The Florida Child Abuse Death Review Committee is a grimly named group whose role is to compile information regarding deaths that are verified by the Department of Children and Families. Among the deaths in 2011 were 32 attributed to drowning. The majority of these incidents occur when an untended child falls into a swimming pool. Drowning was the leading cause of death in the report released by Florida officials this month. While that number is clearly too high, it may fall far short of the actual number of drowning deaths among Florida children.
Anne Stewart is the head of the Palm Beach County Drowning Prevention Program. She understands that it is an impossible task for parents to watch their children every moment of every day. That is why she is a strong proponent of security measures when it comes to swimming pools. She stated that fences, alarms, and “water watchers” could have prevented all 32 child deaths reported in 2011.

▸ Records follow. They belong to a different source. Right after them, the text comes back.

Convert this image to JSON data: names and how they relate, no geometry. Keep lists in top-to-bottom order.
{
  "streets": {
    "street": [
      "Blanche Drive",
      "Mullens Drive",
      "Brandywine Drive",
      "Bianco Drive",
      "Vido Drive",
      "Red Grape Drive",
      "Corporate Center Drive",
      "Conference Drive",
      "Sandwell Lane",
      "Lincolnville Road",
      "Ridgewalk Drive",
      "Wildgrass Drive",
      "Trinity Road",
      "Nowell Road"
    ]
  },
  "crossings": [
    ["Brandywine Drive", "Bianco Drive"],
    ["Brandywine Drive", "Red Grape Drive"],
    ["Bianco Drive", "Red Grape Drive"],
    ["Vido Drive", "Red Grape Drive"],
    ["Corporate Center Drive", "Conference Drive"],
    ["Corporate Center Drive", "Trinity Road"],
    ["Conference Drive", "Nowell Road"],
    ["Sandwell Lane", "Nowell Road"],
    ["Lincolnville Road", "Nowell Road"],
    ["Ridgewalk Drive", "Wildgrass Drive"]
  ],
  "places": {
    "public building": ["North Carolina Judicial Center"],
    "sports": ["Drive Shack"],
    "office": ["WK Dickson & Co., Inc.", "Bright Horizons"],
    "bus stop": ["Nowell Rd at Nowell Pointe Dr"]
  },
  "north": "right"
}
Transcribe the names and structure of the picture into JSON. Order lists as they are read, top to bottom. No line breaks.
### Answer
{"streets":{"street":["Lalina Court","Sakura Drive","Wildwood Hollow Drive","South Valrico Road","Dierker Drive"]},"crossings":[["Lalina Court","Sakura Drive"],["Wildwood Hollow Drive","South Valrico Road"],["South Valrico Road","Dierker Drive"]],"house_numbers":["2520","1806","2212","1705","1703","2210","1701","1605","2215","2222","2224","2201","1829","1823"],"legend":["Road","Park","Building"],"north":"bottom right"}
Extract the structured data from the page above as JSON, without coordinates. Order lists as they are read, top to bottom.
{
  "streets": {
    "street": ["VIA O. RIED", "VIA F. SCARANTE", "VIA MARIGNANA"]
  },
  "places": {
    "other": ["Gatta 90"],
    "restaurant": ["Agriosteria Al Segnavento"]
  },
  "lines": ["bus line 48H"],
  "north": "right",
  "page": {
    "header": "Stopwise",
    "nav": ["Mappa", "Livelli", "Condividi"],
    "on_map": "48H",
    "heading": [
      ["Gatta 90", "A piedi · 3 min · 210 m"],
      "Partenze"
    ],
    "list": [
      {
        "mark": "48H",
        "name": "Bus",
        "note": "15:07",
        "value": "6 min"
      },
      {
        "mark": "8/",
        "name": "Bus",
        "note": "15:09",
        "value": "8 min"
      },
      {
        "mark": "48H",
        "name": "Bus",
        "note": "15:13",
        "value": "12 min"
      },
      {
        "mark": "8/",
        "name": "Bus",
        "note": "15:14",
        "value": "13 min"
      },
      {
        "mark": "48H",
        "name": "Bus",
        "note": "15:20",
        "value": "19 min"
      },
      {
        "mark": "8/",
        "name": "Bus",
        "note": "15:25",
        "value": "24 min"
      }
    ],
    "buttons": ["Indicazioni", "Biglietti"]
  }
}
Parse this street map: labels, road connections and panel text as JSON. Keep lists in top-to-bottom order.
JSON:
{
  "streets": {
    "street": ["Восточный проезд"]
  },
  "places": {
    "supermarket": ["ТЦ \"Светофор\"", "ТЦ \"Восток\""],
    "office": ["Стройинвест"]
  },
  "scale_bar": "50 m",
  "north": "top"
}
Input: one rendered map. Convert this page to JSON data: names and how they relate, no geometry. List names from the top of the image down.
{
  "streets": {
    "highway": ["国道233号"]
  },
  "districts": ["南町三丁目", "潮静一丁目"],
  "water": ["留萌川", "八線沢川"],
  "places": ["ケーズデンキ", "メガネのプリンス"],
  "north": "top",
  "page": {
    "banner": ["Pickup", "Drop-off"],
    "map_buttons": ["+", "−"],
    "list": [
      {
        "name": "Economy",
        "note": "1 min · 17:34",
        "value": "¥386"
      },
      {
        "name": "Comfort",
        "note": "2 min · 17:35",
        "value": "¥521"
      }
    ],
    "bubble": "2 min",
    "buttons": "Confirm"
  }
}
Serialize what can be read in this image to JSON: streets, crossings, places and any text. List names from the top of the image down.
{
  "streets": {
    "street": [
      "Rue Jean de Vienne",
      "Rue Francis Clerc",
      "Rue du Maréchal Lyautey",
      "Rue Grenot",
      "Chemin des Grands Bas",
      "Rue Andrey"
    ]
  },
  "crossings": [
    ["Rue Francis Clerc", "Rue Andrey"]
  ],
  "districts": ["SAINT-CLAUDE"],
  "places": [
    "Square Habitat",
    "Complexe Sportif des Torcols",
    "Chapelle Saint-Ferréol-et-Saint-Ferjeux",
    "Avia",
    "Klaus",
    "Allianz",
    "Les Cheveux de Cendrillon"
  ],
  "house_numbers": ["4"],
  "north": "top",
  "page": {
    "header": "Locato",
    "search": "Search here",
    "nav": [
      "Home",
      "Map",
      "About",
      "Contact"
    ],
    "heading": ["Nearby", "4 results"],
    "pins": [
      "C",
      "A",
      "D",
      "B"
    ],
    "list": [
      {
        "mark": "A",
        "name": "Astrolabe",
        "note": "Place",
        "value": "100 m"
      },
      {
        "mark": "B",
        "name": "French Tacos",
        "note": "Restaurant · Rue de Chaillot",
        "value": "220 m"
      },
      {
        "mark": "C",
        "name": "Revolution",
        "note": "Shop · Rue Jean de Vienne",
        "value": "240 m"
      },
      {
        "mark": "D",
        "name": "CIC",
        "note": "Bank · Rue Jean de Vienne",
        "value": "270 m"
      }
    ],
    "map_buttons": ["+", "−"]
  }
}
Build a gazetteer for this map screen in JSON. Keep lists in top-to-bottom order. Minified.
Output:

The Committee’s report is not without some controversy. Members of the Committee have complained that more deaths should be included, not just those verified by the Department of Children and Families. One member pointed out that Miami-Dade County reported zero drowning deaths, a highly unlikely result. Counties vary in their reporting standards and some officials might be reluctant to raise the specter of abuse or neglect in connection with a child’s death.
Drowning is a leading cause of death among children. It is also a largely preventable problem. Swimming pools are a deadly combination of attractive and dangerous. Children are drawn to pools, but they should not be allowed to approach a pool unsupervised. Vigilance is necessary to make a swimming pool safe for kids.